The required answer is a copy of each line in the entries below that includes "addColorStop".
********
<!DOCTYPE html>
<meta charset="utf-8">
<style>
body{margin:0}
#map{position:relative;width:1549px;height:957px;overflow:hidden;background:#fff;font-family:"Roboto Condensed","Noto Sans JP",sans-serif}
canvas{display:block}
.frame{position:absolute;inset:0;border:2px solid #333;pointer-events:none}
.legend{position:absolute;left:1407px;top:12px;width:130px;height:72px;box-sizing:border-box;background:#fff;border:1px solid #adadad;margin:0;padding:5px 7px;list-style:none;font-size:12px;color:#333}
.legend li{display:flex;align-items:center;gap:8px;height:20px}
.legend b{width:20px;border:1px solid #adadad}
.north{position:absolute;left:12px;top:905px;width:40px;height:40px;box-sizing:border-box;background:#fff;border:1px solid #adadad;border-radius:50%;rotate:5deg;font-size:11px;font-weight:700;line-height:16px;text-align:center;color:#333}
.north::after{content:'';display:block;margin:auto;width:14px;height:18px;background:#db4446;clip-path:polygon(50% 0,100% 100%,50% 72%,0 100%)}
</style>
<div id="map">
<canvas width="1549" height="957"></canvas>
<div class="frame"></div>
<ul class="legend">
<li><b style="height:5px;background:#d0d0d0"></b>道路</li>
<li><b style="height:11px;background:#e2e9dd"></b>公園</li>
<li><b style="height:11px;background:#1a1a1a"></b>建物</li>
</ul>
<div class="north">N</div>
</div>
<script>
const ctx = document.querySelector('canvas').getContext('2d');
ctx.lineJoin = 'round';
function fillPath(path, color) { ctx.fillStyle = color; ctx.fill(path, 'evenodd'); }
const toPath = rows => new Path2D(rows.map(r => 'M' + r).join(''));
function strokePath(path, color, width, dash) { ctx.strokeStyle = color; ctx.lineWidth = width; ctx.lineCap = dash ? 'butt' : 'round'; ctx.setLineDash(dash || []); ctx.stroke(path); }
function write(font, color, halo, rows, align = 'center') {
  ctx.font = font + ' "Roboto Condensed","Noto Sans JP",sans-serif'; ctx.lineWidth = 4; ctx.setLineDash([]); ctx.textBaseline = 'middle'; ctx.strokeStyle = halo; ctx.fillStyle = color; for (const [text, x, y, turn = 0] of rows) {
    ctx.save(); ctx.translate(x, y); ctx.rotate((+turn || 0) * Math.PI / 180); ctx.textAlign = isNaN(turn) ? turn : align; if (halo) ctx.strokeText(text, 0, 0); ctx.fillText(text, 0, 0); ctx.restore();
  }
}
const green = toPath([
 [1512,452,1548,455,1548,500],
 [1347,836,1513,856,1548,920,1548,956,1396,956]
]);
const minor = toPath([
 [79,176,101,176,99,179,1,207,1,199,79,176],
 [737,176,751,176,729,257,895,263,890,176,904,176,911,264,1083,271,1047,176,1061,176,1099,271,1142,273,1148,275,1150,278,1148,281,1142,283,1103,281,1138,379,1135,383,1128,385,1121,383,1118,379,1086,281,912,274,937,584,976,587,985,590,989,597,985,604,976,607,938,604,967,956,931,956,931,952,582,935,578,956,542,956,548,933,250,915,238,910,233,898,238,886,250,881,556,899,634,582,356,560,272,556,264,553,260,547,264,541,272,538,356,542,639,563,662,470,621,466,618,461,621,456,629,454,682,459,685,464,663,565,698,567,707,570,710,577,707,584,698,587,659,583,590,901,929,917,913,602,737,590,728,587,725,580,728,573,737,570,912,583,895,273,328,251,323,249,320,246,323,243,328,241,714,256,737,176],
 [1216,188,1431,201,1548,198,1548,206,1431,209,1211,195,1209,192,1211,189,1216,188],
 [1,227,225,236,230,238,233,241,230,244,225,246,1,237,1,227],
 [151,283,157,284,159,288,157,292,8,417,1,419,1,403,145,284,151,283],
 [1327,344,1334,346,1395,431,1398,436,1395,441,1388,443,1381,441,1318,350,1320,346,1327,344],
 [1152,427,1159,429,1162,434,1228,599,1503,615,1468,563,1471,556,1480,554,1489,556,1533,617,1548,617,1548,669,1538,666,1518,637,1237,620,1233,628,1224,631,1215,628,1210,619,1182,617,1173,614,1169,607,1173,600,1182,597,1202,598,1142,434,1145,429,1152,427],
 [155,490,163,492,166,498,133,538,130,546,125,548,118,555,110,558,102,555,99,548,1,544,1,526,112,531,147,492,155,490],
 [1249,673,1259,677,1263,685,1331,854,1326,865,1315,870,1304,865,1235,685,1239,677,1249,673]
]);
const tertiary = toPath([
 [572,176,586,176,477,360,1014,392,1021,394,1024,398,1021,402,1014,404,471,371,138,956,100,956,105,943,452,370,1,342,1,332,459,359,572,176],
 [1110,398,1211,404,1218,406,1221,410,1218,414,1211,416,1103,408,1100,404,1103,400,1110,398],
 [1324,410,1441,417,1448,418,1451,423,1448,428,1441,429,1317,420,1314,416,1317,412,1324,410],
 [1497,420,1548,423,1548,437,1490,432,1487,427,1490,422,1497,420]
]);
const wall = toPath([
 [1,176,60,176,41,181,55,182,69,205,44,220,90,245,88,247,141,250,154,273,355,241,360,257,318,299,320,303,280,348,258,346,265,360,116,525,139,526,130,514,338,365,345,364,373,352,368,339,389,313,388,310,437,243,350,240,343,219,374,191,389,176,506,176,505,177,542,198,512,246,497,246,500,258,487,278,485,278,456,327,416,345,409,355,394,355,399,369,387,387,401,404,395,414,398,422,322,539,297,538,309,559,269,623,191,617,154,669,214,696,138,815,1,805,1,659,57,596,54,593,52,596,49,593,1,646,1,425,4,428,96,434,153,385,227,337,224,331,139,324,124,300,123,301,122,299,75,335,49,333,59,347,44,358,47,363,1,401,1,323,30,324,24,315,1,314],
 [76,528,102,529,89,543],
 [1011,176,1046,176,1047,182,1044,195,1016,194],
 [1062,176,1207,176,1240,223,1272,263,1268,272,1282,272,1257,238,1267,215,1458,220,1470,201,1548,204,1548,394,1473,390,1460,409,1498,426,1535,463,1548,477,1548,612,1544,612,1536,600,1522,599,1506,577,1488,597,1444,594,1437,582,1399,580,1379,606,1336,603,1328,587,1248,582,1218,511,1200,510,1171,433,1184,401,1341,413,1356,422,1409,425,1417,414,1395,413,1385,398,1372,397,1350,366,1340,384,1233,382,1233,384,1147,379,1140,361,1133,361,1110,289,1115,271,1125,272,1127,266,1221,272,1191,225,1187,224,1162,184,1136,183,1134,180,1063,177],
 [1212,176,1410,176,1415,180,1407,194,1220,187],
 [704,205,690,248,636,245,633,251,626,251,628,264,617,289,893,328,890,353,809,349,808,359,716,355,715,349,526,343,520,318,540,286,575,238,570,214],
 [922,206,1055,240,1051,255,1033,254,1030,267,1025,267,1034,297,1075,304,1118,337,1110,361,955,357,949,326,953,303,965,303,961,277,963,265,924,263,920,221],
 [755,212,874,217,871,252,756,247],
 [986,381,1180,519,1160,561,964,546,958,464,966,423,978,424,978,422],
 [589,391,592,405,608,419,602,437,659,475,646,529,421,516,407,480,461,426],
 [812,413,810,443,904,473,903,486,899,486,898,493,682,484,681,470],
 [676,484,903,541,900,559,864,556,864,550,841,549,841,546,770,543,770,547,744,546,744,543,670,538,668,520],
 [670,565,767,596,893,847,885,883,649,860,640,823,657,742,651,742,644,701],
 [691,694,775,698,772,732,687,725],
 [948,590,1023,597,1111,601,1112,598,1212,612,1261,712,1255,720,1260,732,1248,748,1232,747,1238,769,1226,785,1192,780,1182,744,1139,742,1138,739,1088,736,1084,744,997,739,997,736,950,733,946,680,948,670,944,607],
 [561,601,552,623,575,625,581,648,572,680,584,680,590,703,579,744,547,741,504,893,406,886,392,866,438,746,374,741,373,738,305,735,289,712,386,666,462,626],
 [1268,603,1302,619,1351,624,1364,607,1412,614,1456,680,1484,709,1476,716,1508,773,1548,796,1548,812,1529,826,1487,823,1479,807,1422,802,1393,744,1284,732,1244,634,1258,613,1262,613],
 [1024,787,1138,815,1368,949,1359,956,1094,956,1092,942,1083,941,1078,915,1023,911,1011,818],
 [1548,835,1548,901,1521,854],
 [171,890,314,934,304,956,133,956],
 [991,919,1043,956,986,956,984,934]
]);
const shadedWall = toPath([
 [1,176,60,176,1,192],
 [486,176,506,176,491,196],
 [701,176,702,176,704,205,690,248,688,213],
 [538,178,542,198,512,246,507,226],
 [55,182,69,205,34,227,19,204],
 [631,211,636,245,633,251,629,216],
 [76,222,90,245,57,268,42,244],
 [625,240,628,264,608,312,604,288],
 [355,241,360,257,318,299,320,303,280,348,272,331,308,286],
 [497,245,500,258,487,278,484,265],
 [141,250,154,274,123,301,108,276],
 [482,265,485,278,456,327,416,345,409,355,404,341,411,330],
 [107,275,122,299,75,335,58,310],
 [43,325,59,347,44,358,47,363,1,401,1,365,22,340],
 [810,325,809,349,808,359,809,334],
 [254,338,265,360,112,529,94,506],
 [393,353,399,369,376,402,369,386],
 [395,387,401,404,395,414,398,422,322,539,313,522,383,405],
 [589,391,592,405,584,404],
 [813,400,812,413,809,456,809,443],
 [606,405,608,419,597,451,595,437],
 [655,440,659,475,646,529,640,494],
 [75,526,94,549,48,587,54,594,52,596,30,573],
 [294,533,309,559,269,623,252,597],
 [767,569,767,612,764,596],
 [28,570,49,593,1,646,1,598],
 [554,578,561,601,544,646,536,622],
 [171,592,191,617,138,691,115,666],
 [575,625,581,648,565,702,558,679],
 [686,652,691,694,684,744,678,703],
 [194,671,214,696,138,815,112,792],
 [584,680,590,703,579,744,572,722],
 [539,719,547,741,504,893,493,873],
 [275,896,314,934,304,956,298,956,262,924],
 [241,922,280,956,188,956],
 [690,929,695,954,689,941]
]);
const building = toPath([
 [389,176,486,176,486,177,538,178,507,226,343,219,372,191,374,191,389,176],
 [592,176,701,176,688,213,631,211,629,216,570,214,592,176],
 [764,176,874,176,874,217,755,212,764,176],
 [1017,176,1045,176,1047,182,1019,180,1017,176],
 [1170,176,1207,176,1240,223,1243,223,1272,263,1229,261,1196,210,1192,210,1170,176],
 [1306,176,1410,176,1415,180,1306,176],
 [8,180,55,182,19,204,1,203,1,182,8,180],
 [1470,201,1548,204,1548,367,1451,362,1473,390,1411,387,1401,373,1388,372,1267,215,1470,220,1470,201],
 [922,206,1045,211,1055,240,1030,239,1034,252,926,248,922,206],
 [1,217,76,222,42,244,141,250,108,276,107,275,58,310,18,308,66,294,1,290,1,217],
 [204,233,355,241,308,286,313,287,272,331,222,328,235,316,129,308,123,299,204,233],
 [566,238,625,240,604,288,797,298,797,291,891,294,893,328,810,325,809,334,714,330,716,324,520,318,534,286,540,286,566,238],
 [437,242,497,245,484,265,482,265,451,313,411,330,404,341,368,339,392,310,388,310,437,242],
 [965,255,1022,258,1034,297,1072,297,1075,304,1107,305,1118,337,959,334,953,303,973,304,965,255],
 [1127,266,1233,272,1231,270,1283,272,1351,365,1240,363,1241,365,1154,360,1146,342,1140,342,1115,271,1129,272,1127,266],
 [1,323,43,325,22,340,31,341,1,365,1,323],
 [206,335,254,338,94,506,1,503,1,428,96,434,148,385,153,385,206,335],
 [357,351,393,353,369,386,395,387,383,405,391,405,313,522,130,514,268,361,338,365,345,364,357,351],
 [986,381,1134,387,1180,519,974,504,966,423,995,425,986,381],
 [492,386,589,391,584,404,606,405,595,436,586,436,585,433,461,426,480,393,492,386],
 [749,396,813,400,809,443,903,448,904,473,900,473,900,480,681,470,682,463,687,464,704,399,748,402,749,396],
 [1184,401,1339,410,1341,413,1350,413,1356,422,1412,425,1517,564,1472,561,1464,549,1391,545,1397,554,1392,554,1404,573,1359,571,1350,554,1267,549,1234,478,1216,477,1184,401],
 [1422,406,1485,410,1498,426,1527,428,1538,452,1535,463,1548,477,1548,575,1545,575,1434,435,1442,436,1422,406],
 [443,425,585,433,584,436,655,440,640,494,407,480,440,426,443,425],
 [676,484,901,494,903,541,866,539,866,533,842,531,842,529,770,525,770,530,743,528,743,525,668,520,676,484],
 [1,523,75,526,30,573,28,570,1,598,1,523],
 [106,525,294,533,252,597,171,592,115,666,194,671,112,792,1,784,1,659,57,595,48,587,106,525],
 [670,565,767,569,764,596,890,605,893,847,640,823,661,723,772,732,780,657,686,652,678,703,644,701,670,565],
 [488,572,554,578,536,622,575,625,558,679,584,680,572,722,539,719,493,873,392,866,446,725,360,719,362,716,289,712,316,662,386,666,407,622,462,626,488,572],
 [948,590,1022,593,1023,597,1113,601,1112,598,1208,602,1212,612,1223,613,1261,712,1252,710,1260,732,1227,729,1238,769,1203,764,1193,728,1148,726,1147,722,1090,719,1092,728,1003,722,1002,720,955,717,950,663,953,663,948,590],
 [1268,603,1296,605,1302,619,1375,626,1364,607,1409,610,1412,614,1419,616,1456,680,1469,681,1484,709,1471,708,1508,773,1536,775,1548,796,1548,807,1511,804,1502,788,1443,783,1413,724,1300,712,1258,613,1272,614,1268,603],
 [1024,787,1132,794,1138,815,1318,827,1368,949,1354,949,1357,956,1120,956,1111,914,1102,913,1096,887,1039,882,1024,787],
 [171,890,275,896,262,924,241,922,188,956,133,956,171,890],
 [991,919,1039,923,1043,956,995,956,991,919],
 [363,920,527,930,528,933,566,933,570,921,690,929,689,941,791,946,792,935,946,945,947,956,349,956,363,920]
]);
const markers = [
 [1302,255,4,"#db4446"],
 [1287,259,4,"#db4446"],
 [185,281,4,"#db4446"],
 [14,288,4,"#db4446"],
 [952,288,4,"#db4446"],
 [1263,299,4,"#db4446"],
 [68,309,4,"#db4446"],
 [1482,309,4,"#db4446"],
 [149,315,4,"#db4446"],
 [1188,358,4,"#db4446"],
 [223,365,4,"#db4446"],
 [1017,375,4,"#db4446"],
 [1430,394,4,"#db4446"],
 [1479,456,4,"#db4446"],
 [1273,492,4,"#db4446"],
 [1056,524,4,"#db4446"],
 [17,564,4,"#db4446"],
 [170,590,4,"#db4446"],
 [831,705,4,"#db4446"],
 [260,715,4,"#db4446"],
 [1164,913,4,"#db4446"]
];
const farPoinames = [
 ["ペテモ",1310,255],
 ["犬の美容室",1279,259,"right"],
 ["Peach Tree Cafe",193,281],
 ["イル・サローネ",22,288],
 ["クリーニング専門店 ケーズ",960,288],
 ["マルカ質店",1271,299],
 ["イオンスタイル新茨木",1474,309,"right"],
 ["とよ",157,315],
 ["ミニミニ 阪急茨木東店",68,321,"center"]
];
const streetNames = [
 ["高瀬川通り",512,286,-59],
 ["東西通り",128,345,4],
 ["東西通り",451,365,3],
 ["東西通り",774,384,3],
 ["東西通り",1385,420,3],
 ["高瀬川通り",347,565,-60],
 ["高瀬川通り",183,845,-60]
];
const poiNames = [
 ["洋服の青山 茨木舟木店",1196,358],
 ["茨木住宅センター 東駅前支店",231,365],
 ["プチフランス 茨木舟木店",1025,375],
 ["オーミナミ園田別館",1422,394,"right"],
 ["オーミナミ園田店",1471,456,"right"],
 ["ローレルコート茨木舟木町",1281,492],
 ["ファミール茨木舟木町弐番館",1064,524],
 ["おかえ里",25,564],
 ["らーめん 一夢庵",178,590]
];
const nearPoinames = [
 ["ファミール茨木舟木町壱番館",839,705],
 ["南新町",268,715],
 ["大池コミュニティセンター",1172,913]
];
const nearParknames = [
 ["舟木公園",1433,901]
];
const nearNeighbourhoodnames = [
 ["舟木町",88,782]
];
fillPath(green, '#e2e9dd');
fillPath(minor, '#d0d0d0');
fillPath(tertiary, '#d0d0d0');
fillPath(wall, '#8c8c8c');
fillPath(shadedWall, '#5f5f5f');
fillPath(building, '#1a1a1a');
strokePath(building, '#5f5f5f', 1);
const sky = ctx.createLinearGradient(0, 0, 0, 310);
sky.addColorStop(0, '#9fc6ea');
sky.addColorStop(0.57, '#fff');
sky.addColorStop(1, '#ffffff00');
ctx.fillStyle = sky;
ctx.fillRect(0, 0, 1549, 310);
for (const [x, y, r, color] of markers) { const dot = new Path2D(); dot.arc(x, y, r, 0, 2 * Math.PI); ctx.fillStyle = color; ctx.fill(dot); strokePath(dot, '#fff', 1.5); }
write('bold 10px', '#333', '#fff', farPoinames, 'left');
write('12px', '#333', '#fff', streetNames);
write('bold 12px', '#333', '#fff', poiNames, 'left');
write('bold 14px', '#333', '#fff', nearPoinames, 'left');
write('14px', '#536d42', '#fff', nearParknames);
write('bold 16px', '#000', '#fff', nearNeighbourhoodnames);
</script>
********
_ANSWER BOX_
sky.addColorStop(0, '#9fc6ea');
sky.addColorStop(0.57, '#fff');
sky.addColorStop(1, '#ffffff00');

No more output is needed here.